I am not a video expert, and don't have any grounds to disagree with you.

But, I'm just thinking... Regardless of whether the tape has been reused, or not, shouldn't it be just a stream of bits? And, either the bits are read accurately, or not. If sometimes a bit is read as a "0" and other times the same bit is read as a "1", then the transfer is not accurate.

OK, nothing is absolutely, perfectly accurate over a sufficiently long time. I get this. But, it just appeared to me that there might be a significant difference between transfers ("capture") from MiniDV tape to a computer, as compared to a file copy (or FTP or UUCP or similar) on a computer. I mean I bet I could read a tape backup 10 times in a row (or more) and get, bit-for-bit the same file off it every time. But, apparently this is not the case for a MiniDV transfer.

I wonder if there is, or could be, something like EAC for DV tapes.

On the other hand, in the practical, real world, I guess it really doesn't matter. Just an anal-retentive thing, I guess :)

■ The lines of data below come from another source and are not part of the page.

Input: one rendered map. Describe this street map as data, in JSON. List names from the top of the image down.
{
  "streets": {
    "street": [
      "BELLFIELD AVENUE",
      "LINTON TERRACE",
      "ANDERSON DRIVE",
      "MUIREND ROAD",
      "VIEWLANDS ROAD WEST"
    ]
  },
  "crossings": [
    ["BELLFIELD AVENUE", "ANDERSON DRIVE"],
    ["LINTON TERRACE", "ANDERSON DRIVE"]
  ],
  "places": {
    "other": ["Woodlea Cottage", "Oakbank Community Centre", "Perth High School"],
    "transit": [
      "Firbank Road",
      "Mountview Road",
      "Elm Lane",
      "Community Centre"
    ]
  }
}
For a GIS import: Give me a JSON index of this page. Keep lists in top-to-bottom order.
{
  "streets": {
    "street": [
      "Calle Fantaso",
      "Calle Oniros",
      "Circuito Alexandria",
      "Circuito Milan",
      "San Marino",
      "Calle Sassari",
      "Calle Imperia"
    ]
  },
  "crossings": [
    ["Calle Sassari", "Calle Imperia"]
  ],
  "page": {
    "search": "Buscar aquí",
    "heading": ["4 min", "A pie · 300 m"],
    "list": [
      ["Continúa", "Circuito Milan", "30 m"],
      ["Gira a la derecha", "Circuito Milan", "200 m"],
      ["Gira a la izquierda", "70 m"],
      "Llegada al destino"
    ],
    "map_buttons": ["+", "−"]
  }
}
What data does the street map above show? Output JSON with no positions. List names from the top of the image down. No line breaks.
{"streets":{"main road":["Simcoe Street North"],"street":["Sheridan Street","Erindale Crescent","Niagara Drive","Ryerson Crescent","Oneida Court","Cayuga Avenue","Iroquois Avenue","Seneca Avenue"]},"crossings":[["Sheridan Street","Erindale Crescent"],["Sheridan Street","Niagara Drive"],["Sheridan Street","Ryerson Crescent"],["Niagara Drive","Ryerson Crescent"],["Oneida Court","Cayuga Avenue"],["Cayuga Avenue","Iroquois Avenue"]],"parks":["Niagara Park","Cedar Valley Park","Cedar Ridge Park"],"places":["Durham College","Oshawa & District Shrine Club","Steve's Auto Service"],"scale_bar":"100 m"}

Thank you again, for your knowledgable comments.

DG

Edit: When I speak of "tape backup" above, I do not mean MiniDV cartridge. I mean any form of historically used computer file backup (archiving). Whether small cartridges, of various forms, or ("antique") 9-track. I think I would get the exact same sequence of bits, every time, regardless of whether the tape was previously used.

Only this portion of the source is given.